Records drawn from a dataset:
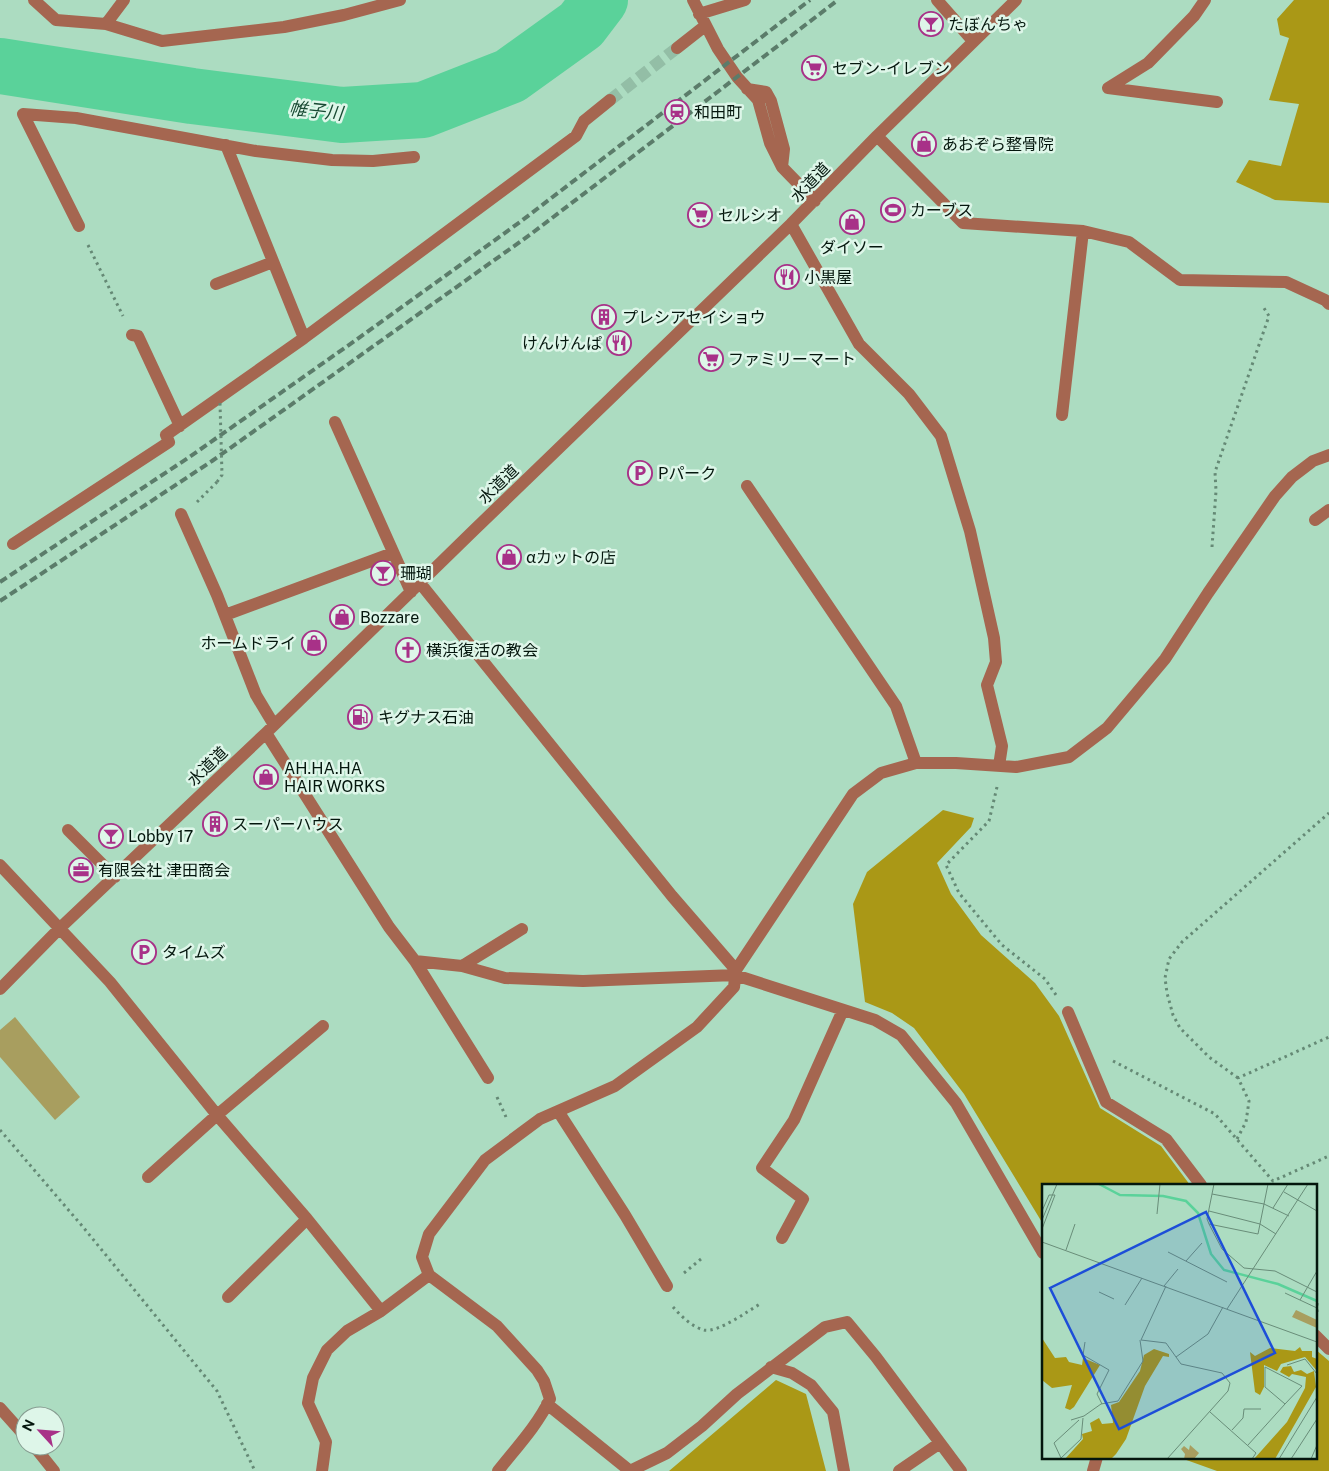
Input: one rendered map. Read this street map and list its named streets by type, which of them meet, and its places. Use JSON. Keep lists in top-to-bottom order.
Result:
{
  "streets": {
    "street": ["水道道"]
  },
  "water": ["帷子川"],
  "places": {
    "bar": ["たぼんちゃ", "珊瑚", "Lobby 17"],
    "supermarket": ["セブン-イレブン", "セルシオ", "ファミリーマート"],
    "station": ["和田町"],
    "shop": [
      "あおぞら整骨院",
      "ダイソー",
      "αカットの店",
      "Bozzare",
      "ホームドライ",
      "AH.HA.HA HAIR WORKS"
    ],
    "sports": ["カーブス"],
    "restaurant": ["小黒屋", "けんけんぱ"],
    "building": ["プレシアセイショウ", "スーパーハウス"],
    "parking": ["Pパーク", "タイムズ"],
    "church": ["横浜復活の教会"],
    "fuel station": ["キグナス石油"],
    "office": ["有限会社 津田商会"]
  },
  "north": "top left"
}
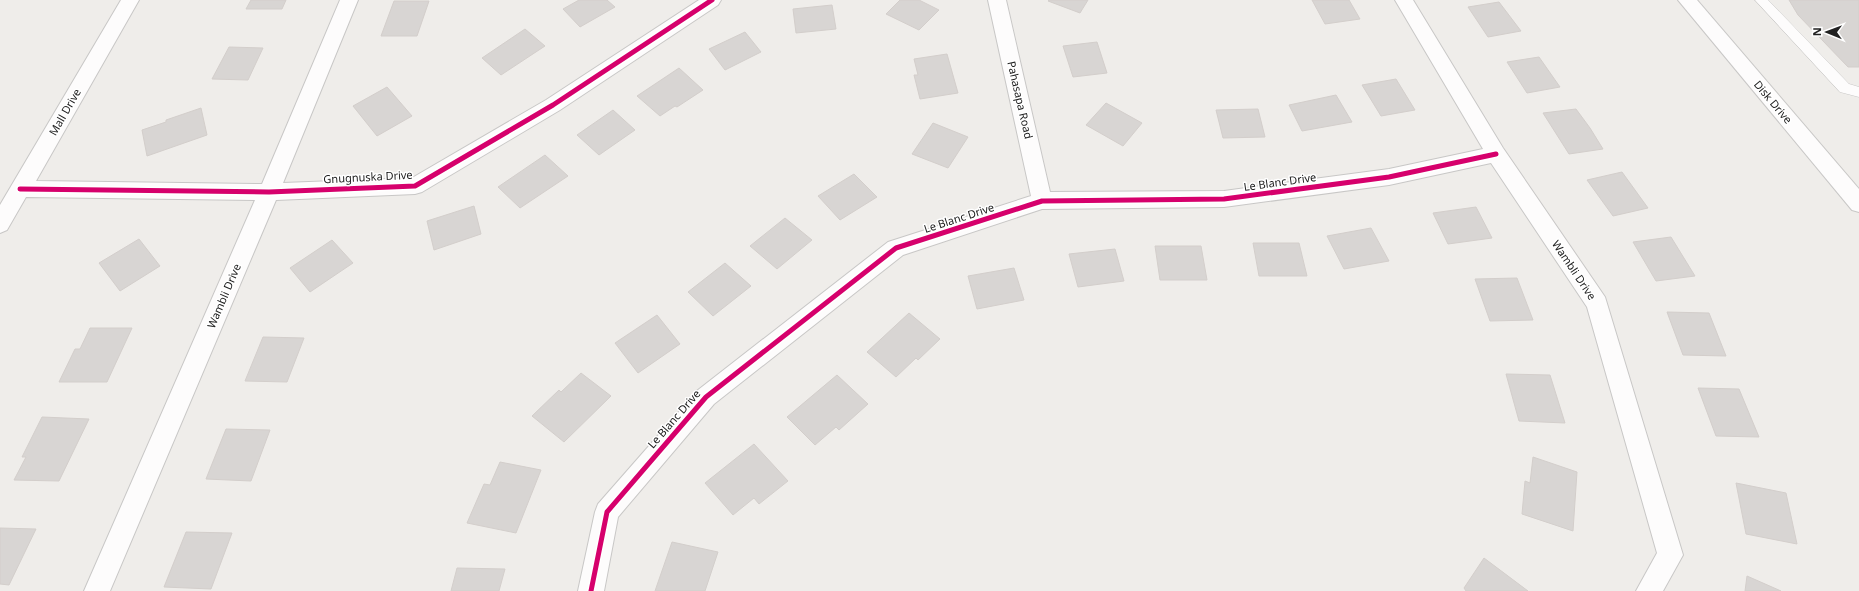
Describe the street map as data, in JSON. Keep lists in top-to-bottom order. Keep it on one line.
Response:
{"streets":{"street":["Pahasapa Road","Disk Drive","Mall Drive","Gnugnuska Drive","Le Blanc Drive","Wambli Drive"]},"crossings":[["Pahasapa Road","Le Blanc Drive"],["Mall Drive","Gnugnuska Drive"],["Gnugnuska Drive","Wambli Drive"],["Le Blanc Drive","Wambli Drive"]],"north":"left"}
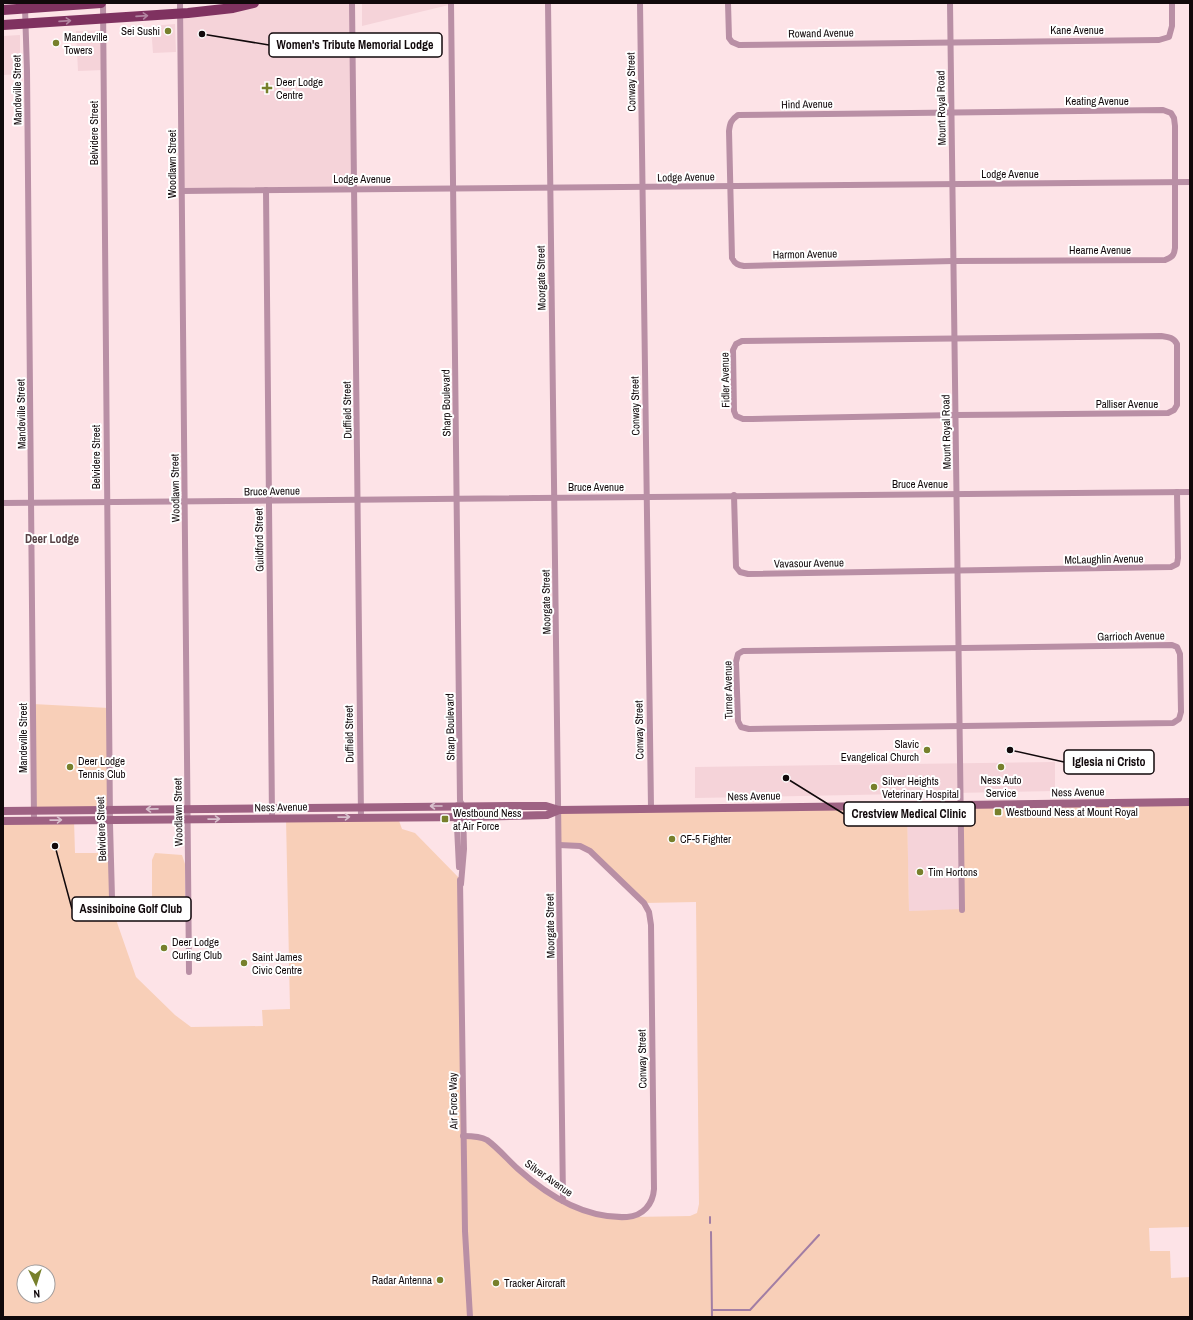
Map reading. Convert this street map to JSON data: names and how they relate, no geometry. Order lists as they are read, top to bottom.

PROBLEM TO WORK ON — Provide the number of lines in the preceding entries that include the string "Keep", with no other words.

RESULT FOR THIS EXERCISE — 2